Your task: Having found the line that holds "<h2>Nearby<small>4 results</small></h2>", give that line and all lines after it again, word for word, through the end of the data below.

Data:
__________

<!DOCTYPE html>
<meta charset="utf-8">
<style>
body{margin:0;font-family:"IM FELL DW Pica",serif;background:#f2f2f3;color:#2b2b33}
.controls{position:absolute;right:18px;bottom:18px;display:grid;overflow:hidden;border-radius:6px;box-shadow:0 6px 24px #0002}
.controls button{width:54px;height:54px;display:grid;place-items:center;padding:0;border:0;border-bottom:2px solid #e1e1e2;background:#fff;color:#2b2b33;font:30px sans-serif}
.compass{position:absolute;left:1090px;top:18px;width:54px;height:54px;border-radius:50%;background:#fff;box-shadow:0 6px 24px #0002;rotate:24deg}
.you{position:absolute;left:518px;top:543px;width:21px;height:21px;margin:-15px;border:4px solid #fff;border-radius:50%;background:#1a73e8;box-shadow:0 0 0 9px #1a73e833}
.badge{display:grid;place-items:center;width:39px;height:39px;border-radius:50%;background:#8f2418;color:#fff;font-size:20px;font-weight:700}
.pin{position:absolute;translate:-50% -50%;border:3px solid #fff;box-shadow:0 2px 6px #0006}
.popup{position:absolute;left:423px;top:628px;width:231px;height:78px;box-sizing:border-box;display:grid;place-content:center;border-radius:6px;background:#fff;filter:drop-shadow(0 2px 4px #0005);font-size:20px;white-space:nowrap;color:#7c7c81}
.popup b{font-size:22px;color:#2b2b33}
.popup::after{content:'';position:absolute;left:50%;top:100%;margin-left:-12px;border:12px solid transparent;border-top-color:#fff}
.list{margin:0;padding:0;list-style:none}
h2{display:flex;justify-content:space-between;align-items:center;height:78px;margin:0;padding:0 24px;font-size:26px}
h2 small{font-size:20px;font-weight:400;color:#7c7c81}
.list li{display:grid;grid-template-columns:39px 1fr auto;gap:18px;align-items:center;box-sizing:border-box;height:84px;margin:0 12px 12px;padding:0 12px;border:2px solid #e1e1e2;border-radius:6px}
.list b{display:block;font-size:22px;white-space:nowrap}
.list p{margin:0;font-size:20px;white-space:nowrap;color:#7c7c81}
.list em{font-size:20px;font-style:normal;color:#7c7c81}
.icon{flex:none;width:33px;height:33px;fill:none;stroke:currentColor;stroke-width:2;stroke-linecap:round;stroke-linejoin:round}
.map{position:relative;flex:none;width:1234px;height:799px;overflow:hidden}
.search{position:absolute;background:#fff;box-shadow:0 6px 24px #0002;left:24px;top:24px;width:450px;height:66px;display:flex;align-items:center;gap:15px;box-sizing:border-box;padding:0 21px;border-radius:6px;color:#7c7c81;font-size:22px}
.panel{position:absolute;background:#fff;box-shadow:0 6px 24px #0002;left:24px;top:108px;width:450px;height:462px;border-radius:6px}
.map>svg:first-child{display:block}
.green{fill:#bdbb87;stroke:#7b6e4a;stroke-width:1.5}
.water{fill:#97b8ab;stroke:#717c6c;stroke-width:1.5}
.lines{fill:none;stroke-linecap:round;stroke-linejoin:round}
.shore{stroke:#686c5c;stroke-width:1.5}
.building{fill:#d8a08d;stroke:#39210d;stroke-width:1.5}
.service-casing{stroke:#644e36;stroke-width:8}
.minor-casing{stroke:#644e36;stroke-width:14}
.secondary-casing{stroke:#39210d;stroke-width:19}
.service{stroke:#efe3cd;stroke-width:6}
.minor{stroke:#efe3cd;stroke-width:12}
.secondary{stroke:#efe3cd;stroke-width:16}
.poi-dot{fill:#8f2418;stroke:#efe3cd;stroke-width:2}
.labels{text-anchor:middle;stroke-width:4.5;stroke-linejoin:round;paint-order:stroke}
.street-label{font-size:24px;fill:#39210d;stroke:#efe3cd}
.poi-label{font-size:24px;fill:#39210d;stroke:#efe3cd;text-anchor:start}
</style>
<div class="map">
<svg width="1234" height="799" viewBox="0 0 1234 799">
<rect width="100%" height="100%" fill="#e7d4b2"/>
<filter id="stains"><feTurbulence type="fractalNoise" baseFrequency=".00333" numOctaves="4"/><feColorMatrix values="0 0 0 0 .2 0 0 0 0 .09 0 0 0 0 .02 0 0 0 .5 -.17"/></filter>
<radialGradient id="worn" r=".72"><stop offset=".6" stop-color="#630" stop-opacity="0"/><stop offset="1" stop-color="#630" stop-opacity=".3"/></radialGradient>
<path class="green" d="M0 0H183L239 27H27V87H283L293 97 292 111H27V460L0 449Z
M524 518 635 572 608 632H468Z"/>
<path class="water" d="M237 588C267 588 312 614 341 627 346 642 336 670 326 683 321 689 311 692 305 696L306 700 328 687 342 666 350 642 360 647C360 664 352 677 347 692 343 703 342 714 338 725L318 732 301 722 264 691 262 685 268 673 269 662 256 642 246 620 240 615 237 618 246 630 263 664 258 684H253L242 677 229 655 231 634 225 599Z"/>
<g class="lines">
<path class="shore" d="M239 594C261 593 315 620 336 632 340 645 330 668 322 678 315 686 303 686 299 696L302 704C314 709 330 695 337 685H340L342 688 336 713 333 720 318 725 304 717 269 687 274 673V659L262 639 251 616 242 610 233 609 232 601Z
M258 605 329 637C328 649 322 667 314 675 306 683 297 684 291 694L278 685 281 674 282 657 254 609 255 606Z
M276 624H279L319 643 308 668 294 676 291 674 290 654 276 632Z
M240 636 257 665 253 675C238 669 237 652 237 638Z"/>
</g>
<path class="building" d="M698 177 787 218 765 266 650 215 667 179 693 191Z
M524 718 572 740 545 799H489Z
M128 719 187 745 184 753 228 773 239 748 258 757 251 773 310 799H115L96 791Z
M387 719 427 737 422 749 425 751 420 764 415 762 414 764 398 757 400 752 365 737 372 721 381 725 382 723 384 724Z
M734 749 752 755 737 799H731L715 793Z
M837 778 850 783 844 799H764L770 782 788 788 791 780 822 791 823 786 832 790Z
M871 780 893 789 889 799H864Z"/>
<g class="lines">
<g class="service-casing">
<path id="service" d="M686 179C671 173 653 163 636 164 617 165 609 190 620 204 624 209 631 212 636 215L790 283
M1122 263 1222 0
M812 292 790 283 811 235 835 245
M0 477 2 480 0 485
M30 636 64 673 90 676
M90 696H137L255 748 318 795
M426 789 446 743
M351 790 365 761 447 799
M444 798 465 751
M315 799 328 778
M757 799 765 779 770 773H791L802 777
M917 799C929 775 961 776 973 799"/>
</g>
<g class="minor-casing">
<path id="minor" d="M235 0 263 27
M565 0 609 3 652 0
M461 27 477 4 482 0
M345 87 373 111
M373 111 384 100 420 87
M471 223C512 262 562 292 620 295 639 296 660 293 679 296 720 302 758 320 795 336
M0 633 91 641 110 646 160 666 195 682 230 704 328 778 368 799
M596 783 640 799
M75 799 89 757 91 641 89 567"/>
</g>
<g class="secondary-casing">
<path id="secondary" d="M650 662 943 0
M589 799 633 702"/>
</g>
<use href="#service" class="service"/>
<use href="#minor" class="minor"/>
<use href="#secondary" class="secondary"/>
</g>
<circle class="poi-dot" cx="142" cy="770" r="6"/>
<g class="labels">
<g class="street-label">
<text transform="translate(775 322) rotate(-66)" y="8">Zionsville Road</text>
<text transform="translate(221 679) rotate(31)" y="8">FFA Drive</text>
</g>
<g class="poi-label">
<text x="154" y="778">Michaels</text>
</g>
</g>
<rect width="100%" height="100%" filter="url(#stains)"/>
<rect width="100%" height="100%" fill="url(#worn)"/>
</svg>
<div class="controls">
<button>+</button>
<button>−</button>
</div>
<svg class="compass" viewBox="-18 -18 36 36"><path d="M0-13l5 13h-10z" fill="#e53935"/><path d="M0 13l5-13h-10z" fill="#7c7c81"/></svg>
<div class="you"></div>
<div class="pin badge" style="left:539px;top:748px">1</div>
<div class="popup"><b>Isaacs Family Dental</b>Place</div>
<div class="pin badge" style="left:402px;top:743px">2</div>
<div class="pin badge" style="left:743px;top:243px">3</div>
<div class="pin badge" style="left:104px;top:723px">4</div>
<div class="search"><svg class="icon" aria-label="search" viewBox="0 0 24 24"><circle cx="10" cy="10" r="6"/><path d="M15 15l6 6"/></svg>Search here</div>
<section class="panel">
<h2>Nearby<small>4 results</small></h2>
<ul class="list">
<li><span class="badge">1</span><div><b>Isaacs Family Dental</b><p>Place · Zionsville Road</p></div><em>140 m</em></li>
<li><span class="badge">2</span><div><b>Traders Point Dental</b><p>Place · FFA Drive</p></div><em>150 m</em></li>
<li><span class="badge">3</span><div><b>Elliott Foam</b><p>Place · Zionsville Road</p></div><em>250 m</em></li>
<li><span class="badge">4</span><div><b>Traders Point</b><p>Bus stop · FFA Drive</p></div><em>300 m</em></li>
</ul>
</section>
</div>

__________

Completed exercise:
<h2>Nearby<small>4 results</small></h2>
<ul class="list">
<li><span class="badge">1</span><div><b>Isaacs Family Dental</b><p>Place · Zionsville Road</p></div><em>140 m</em></li>
<li><span class="badge">2</span><div><b>Traders Point Dental</b><p>Place · FFA Drive</p></div><em>150 m</em></li>
<li><span class="badge">3</span><div><b>Elliott Foam</b><p>Place · Zionsville Road</p></div><em>250 m</em></li>
<li><span class="badge">4</span><div><b>Traders Point</b><p>Bus stop · FFA Drive</p></div><em>300 m</em></li>
</ul>
</section>
</div>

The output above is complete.